CHICAGO (WTHR) - A Chicago company has created an ambulance specifically for female EMTs that goes much deeper than its all-pink paint scheme.

MedEx founder and CEO Lauren Rubinson told NBC Chicago the ambulance company wanted to find an appropriate way to honor women as part of its 20th anniversary. That's how the pink idea was born, but Rubinson said it's about more than that.

"We don't want to be the biggest, we want to be the best. So, we are looking for new innovations to create something no one else has," she said.

The pink MedEx ambulance is designed to be easier for female EMTs or those of smaller stature to operate. Two of the key features are a $40,000 power stretcher that can lift a patient up to 750 pounds while using just one hand and a "PowerTraxx" chair that can get a patient weighing up to 500 pounds up a flight of stairs.

"There is a belief out there that you have to be Superman to do this job, what we have done is put the technology in this truck to show you just because we have done things one way for 40 years, that doesn't mean there isn't a better way," said MedEx Director of Operations Michael Pieron.

MedEx is also teaming up on a training program for low-income female EMTs.

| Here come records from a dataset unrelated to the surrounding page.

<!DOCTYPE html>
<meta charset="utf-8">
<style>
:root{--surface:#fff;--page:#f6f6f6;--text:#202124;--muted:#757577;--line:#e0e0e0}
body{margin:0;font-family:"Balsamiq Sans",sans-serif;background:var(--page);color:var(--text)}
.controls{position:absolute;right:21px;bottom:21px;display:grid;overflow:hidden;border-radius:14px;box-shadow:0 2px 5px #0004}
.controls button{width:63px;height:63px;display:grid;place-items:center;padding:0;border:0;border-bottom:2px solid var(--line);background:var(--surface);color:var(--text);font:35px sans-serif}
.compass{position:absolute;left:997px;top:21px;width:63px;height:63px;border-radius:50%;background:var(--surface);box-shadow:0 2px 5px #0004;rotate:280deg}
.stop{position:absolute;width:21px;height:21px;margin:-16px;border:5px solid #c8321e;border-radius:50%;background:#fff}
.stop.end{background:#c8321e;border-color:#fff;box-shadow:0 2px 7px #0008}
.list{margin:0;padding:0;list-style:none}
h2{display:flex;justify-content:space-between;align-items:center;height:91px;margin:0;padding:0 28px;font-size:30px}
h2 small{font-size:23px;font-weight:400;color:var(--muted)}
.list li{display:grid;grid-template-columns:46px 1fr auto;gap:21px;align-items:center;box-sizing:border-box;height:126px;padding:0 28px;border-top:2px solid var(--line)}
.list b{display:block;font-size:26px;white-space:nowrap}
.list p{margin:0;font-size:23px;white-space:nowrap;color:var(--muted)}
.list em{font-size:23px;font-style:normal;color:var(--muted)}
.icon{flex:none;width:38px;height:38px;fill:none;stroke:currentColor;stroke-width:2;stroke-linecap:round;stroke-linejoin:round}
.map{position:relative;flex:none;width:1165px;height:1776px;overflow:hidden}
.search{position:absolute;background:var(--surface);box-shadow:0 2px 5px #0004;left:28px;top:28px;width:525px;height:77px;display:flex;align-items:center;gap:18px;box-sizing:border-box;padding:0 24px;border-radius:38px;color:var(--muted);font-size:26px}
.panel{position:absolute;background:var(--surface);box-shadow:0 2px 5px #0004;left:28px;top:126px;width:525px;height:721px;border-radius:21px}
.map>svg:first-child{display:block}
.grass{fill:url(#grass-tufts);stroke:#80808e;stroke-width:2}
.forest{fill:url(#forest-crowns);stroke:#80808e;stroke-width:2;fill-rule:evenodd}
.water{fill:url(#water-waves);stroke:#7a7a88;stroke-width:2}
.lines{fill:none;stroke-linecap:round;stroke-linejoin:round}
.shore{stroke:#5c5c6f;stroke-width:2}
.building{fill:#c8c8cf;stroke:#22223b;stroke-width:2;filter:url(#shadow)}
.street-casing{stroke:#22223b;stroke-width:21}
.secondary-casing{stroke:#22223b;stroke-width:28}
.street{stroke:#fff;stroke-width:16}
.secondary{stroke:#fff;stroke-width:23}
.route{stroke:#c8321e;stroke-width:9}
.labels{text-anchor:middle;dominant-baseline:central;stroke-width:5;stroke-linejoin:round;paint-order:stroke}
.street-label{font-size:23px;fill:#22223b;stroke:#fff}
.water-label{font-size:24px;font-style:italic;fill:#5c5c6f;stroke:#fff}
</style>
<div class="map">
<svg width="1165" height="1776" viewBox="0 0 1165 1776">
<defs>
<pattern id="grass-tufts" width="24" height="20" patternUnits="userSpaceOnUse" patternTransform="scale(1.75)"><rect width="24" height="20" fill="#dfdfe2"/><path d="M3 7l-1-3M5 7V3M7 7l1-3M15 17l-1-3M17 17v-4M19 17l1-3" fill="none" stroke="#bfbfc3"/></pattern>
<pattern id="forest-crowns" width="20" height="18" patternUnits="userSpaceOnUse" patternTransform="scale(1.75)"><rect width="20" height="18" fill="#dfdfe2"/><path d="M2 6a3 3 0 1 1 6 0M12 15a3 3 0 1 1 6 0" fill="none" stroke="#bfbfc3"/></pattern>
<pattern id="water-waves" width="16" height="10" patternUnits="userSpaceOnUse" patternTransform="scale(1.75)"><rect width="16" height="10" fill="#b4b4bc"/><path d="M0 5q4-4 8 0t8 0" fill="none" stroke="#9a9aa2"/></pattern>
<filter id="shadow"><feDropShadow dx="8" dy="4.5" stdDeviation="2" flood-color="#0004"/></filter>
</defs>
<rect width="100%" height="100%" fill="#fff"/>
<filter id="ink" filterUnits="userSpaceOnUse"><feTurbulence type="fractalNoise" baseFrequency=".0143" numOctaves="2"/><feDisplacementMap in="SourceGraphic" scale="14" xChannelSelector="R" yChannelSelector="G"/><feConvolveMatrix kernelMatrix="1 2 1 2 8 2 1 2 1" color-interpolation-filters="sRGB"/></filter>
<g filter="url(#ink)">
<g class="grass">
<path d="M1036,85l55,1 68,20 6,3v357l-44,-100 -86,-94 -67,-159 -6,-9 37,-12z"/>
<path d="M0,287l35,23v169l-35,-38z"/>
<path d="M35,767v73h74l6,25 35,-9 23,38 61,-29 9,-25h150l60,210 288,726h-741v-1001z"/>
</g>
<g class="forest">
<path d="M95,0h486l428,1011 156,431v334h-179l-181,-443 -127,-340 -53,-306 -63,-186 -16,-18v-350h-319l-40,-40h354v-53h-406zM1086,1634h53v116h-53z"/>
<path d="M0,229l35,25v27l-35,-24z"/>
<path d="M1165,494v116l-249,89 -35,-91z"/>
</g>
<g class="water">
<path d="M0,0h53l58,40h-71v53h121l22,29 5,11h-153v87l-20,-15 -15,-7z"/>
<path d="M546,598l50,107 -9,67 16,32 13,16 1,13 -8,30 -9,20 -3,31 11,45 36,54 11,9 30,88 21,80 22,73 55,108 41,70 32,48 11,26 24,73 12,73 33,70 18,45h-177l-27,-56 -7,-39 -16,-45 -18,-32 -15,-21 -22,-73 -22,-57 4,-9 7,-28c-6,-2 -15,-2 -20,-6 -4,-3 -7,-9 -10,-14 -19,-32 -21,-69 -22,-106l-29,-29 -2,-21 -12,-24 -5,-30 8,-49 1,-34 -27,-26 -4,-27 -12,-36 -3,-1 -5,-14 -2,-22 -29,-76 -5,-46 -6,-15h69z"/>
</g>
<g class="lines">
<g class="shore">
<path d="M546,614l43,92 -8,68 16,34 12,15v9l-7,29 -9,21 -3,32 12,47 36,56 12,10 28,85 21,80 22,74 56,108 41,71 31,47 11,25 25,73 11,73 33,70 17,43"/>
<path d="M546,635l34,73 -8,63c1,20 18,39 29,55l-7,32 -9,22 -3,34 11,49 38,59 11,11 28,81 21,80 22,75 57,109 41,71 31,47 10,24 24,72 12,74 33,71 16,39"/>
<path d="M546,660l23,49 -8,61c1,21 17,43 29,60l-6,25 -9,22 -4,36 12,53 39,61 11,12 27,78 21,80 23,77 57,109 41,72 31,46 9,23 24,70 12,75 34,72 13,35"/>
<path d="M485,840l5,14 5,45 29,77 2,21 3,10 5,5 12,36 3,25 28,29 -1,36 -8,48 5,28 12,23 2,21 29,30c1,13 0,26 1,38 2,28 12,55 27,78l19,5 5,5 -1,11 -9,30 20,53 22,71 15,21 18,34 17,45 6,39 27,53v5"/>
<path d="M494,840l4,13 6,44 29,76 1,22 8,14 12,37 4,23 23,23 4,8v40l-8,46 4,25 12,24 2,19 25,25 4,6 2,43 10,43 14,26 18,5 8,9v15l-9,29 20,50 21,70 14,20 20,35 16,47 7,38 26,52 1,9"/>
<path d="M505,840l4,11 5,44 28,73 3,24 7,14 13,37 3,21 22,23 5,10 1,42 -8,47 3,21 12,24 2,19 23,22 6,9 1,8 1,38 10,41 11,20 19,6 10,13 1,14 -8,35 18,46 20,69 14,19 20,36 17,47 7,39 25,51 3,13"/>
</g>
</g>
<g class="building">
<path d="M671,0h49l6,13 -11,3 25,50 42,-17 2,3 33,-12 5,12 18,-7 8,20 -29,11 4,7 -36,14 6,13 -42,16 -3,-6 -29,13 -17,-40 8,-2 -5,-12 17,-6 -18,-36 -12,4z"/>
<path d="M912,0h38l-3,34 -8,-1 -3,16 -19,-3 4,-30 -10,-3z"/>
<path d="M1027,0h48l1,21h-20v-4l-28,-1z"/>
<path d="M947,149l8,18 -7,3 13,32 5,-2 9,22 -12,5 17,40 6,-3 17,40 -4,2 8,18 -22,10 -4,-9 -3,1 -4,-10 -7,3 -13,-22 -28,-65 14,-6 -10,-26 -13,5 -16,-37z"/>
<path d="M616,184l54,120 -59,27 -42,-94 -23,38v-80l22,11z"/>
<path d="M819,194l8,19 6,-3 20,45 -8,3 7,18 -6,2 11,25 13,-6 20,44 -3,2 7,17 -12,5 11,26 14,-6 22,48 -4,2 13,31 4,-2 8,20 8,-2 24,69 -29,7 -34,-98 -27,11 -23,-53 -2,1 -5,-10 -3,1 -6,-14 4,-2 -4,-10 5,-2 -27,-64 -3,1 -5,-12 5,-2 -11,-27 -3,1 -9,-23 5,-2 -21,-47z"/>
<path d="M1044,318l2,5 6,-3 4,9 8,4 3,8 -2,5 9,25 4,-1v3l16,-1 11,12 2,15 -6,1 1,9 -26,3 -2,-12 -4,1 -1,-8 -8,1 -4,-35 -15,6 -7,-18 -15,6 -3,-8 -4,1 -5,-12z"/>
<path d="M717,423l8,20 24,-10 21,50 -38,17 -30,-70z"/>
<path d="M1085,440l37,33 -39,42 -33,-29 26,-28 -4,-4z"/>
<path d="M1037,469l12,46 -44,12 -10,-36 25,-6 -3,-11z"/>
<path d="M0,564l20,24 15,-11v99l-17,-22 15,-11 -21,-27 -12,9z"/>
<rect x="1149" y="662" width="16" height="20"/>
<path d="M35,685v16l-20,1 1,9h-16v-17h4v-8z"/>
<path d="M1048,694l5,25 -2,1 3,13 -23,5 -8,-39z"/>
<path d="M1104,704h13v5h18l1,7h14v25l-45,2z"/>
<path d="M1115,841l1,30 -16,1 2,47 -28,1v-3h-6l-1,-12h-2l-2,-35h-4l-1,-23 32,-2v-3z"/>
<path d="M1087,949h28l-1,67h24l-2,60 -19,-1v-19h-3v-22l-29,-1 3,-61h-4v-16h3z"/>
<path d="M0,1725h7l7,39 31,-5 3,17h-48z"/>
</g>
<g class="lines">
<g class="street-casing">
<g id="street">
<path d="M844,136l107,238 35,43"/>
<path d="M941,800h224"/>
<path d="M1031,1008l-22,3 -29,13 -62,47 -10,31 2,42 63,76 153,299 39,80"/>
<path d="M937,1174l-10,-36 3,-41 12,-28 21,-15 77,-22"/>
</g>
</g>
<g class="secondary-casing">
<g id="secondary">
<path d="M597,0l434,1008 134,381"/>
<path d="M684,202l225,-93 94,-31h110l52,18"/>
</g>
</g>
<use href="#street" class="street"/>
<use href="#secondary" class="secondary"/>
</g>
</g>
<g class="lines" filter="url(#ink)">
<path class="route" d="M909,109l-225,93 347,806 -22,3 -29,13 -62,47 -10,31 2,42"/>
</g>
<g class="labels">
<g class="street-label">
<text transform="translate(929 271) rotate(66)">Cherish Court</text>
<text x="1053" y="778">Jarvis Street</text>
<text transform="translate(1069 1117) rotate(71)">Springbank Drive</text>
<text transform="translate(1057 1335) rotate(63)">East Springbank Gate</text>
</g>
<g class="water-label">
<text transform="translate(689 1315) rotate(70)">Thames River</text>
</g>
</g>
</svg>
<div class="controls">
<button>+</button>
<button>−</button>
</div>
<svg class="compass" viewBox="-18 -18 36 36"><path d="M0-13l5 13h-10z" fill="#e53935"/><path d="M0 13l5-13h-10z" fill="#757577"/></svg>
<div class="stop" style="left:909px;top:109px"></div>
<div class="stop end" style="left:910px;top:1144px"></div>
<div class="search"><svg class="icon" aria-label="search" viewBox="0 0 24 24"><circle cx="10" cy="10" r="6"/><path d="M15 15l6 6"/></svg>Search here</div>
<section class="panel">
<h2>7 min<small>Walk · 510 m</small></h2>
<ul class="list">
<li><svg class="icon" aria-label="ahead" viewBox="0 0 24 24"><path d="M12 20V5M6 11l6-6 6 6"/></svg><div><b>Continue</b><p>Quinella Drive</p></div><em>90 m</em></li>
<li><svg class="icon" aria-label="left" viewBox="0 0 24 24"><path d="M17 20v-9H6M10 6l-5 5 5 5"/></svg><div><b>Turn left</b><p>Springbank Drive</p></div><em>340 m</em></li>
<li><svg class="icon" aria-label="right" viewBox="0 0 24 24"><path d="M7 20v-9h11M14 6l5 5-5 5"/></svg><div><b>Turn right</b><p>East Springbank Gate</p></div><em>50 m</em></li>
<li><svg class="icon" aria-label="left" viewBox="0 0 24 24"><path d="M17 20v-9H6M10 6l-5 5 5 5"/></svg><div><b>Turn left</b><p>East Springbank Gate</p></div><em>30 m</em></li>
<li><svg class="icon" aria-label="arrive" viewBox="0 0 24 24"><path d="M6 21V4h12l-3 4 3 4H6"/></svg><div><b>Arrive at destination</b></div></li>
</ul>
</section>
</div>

"Over the last 11 years, we received about 800 applications, accepted about 50 women. We graduate about 80 percent of them. Half of them become EMTs or go on to work in the health care industry in some other capacity," said Priscilla Torrence with the Industrial Council of Nearwest Chicago.

The company said the pink ambulance isn't just for show. It will go into service right after the Chicago Auto Show, which ended on Monday.